Washington criminal defense attorneys understand that people sometimes face drug charges because they were in a vehicle or a home where drugs were present. This can be particularly true of the owner or resident of the property where the drugs were found. Although a landlord generally cannot be held liable for a tenant’s criminal actions just because he or she failed to evict the tenant, a Washington appeals court recently upheld a conviction of a woman whose boyfriend allegedly had a marijuana grow operation in her home.
According to the appeals court’s opinion, the defendant lived in a home owned by her stepmother with no formal lease agreement. She shared the home with her children, her boyfriend, and her boyfriend’s brother. The police executed a search warrant and found 27 marijuana plants in the back yard, marijuana in the kitchen, and drying marijuana and glass pipes in the basement. The defendant was charged with manufacturing marijuana. She testified that the marijuana was her boyfriend’s and denied any involvement with the marijuana grow. She testified she had asked him to stop, but he did not do so. She admitted it was her choice to allow her boyfriend to remain at the residence.

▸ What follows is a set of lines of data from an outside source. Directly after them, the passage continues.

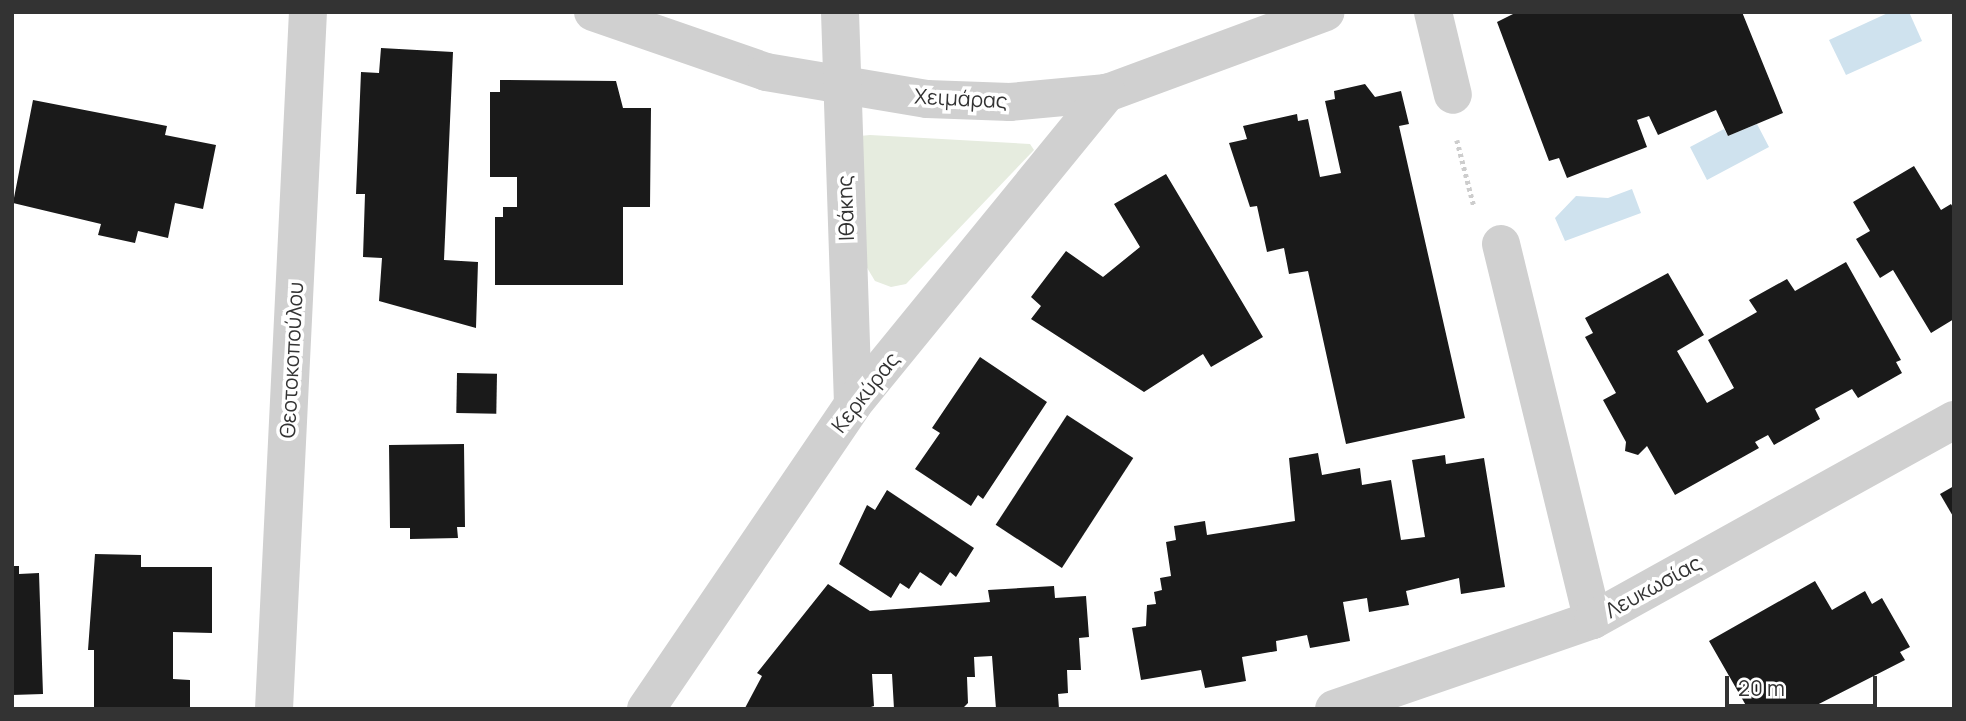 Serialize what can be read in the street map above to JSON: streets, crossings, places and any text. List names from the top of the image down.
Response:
{
  "streets": {
    "street": [
      "Χειμάρας",
      "Ιθάκης",
      "Θεοτοκοπούλου",
      "Κερκύρας",
      "Λευκωσίας"
    ]
  },
  "crossings": [
    ["Χειμάρας", "Ιθάκης"],
    ["Χειμάρας", "Κερκύρας"],
    ["Ιθάκης", "Κερκύρας"]
  ],
  "scale_bar": "20 m"
}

The jury instruction on the definition of manufacture stated it is “the direct or indirect production, preparation, propagation or processing of any controlled substance.” The defendant’s attorney objected to the instruction, contending that it was vague and misleading. The state argued the defendant acted as a de facto landlord and was therefore responsible for providing a location for the grow operation. The state argued the defendant had dominion and control over the property and therefore had direct or indirect involvement in manufacturing marijuana. The jury asked the court to define “indirect” during its deliberations, and the court referred them to the jury instructions. The jury convicted the defendant.